[MATERIAL SHOWN]

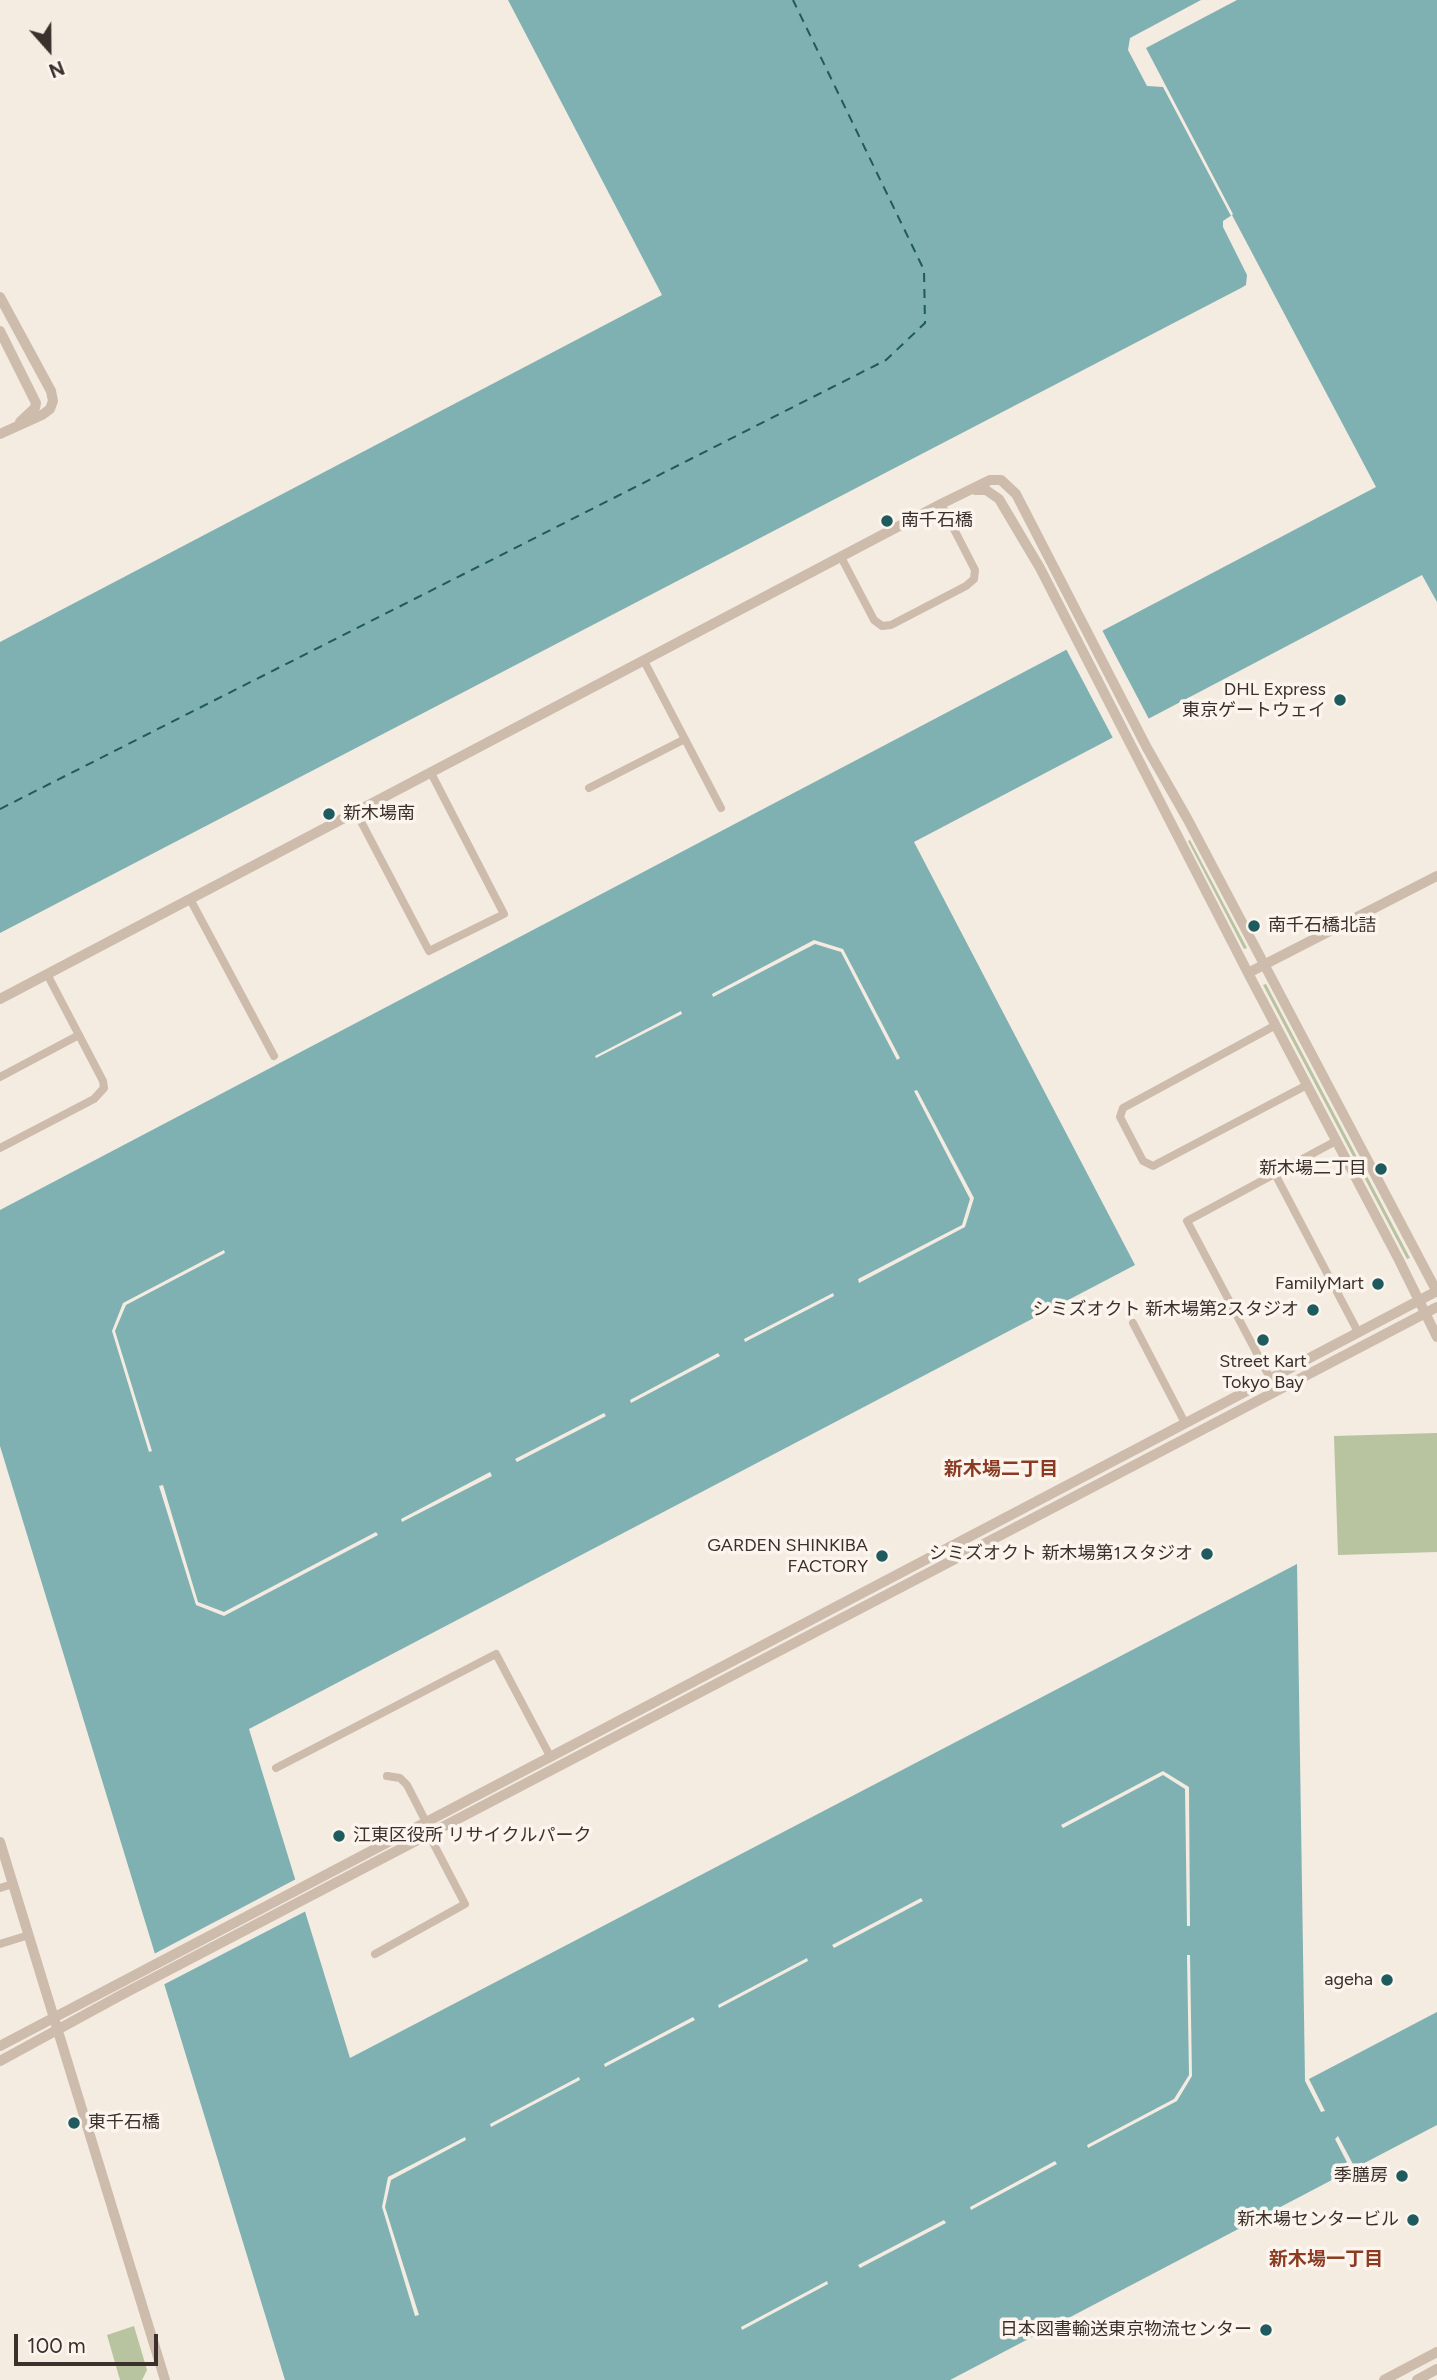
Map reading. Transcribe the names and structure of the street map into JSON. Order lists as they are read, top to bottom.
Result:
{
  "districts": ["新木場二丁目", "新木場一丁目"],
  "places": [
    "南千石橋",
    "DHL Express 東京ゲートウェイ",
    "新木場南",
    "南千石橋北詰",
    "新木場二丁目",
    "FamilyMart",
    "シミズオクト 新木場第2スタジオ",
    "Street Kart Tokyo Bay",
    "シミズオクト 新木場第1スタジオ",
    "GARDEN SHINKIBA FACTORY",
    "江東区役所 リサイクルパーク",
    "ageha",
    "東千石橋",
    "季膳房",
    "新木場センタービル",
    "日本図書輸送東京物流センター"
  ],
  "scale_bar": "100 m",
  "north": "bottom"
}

[/MATERIAL SHOWN]
[MATERIAL SHOWN]

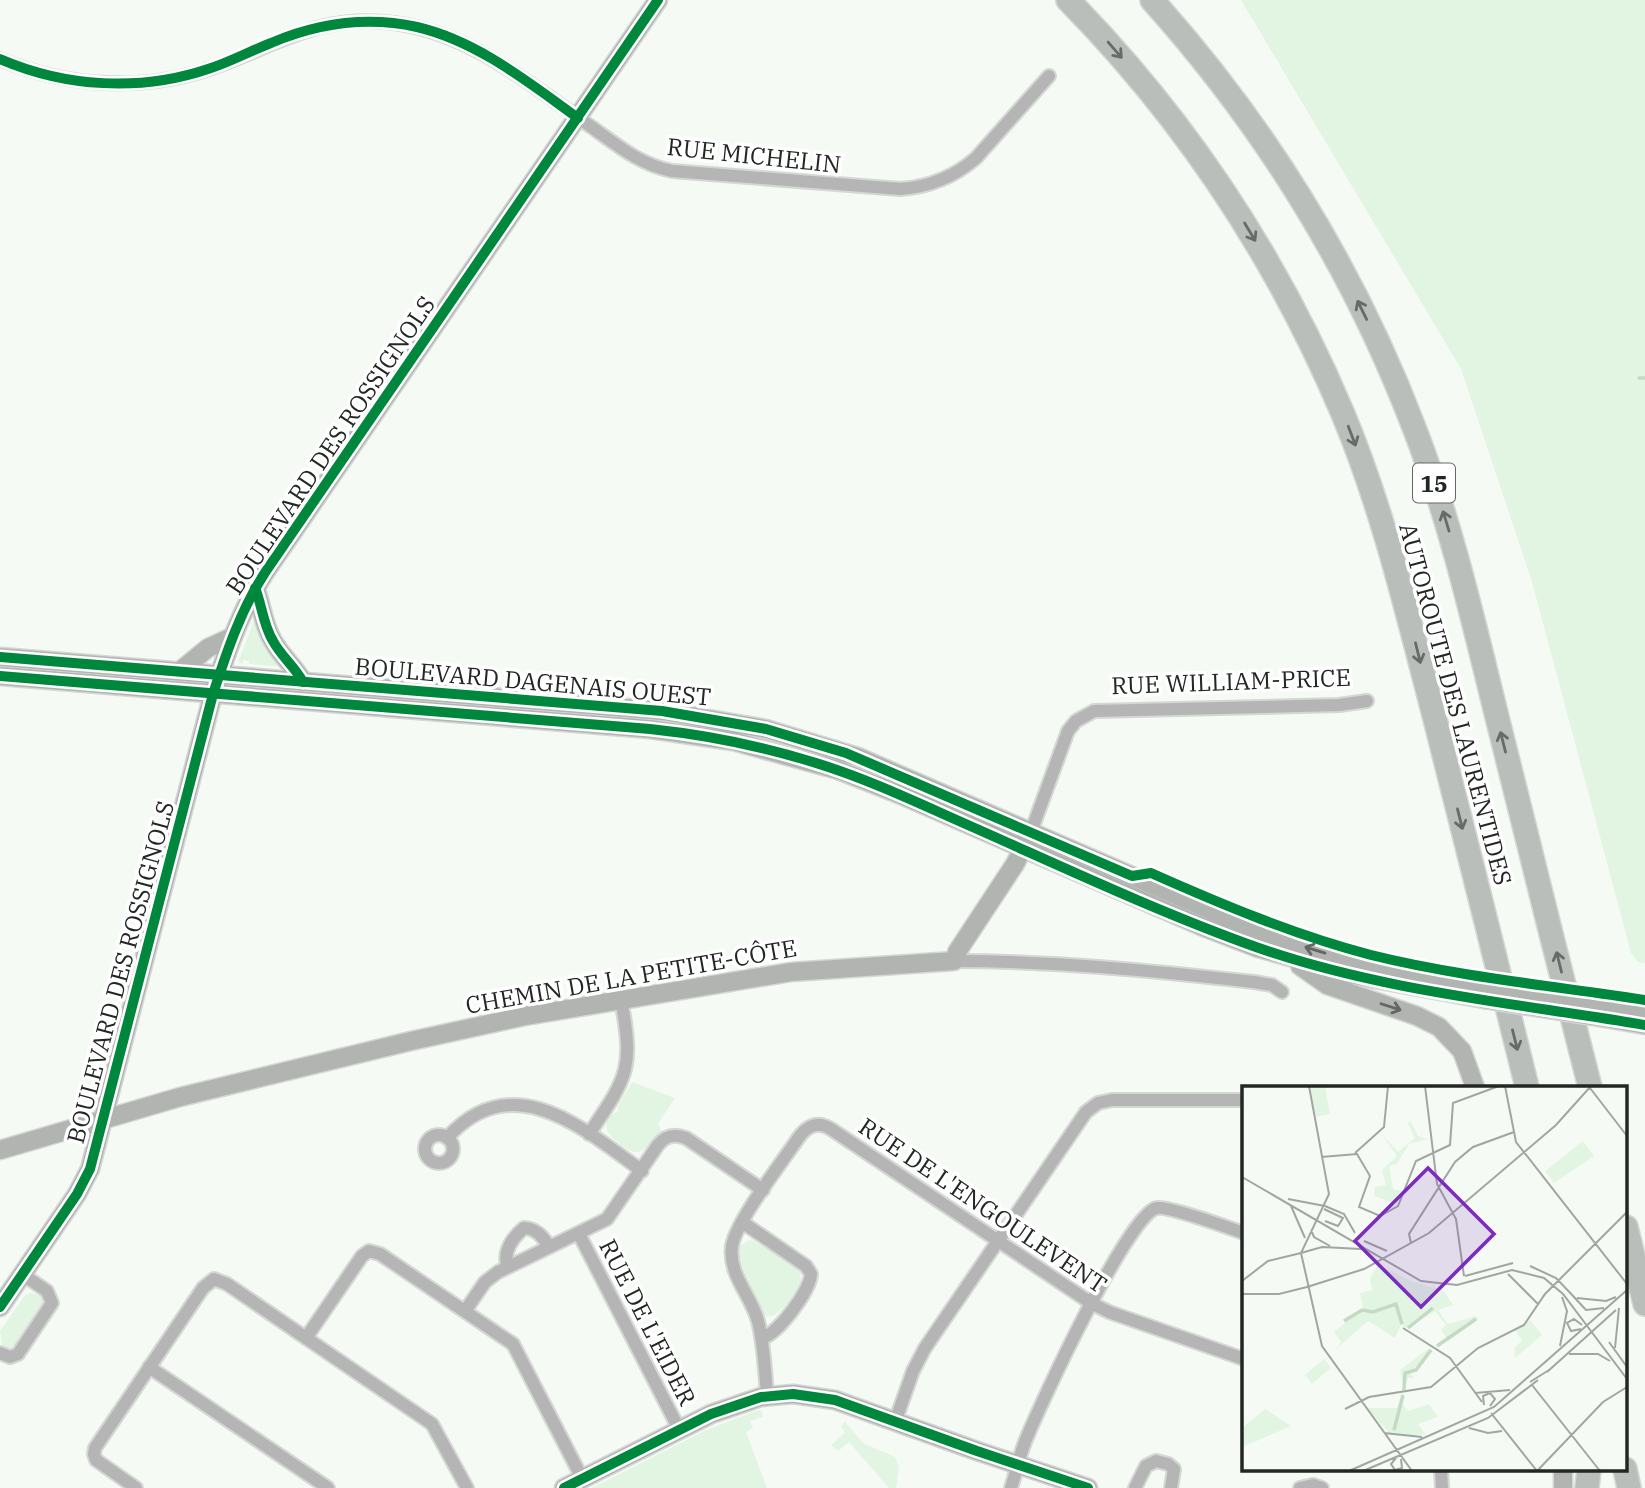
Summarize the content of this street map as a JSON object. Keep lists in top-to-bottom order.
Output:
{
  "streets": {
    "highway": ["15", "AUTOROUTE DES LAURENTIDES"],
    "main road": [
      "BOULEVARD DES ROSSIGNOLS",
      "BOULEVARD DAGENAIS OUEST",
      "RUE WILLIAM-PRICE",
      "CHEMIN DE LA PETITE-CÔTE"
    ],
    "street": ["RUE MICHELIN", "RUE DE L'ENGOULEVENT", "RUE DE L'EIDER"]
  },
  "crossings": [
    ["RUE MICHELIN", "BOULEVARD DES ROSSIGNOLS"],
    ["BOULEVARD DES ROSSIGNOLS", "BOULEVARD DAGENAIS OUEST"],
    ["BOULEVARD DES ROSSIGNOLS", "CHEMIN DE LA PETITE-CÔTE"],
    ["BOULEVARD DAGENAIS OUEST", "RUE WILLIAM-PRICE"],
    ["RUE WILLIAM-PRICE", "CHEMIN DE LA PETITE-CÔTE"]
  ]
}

[/MATERIAL SHOWN]

▶ WHAT YOU ARE ASKED TO DO: Check each line in the data for the word "JSON", then report only how many lines contain it.

▶ TASK RESULT: 2